We referred to the maize and wheat cadastral maps of 2018 provided by the Italian National Statistics Institute (ISTAT) and selected two plots where the field coverage was largely homogeneous: wheat in Southern Italy (Foggia, Mediterranean biome) and maize in Northern Italy (Vicenza, Temperate biome). Then, we referred to the freely available Sentinel 2 satellite data because of the high spatial resolution, to minimize the probability of having mixed pixels. So, for each plot, we downloaded the Sentinel 2 red and NIR data for the year 2018 and computed the NDVI for the available images. To reduce the noise and have a regular time-series, we computed the NDVI monthly maximum value composite (MVC) [
35], obtaining 12 NDVI images per year per pixel. Pixel values were then averaged to obtain the mean annual NDVI profile of each plot. NDVI values were converted into LAI using the SaaS and selecting equations based on three different use scenarios (
Table 1) defined as the intersection between: (i) crop- and biome-specific equations, regardless of the spatial resolution; (ii) crop- and spatial resolution-specific equations, regardless of the biome; (iii) biome- and spatial resolution-specific equations, regardless of the crop. As an example, for maize we selected: maize-specific and Temperate equations, maize-specific and high-resolution equations, and Temperate and high-resolution equations. To the contrary, for wheat, we selected: wheat-specific and Mediterranean equations, wheat-specific and high-resolution equations, and Mediterranean and high-resolution equations. Finally, the resulting LAI seasonal profiles were analyzed according to each case study and use scenario.
3. Results
The literature search provided 92 articles from which 139 equations were extracted. The number of equations for the different crops was 65 for wheat, 57 for maize, 17 for rice, 9 for barley, 6 for vineyard, 4 for sugarcane and pasture, 3 for soybean, 2 for sunflower and mixed land cover, and 1 for poplar plantations. The characterization of the dataset as well as the corresponding NDVI-LAI equations library are available at
https://doi.org/10.6084/m9.figshare.20359437.v2. For the sake of simplicity, in this work, only the results for maize and wheat, which are the two most widely grown staple crops worldwide [
36], are presented.
For all the equations identified, exponential and linear were the most frequent mathematical relationships proposed to convert the NDVI to the LAI in both crops (
Figure 1). While on maize the use of two forms was balanced (34% linear and 32% exponential), the exponential form was largely the most used on wheat (47%). The exponential form actually represents the most widely accepted relationship between the NDVI and the LAI, being characterized by NDVI saturation at dense canopy cover; yet, linear equations are still used when few experimental LAI values are collected, reflecting a specific sampling moment rather than the whole growing season.

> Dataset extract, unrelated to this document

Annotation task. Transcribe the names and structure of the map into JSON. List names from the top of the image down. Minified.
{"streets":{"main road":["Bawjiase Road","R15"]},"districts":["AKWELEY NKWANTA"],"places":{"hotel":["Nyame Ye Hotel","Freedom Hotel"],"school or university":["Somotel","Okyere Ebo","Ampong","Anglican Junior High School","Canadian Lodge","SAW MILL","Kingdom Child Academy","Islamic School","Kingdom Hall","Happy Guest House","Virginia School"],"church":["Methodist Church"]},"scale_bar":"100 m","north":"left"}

The Temperate biome was the most frequent on both maize (67%) and wheat (57%), followed by the Tropical (19%) on maize, and the Mediterranean (16%) and Xeric (16%) on wheat (
Figure 1). This distribution well reflects the environmental suitability of the two crops: maize is a C4 plant with a high productivity under well-watered conditions, while wheat is a winter rainfed cereal also adapted to semi-arid environments.
According to
Figure 1, the mostly used sensors to derive the NDVI data on maize were moderate-resolution satellites (41%), like Landsat, and very high spatial resolution sensors (25%), like field-based or airborne instruments. To the contrary, on wheat, we found the prevalence of field and drone cameras (37%), followed by high- (25%) and moderate-resolution (23%) satellites. The larger dimension of the archive, the free image availability, and the higher temporal resolution may explain the predominance of the moderate-resolution satellites with respect to those with very high and high spatial detail. Furthermore, satellites with 30 m pixel size may still be suitable for crops with homogeneous and large field coverage, like maize and wheat.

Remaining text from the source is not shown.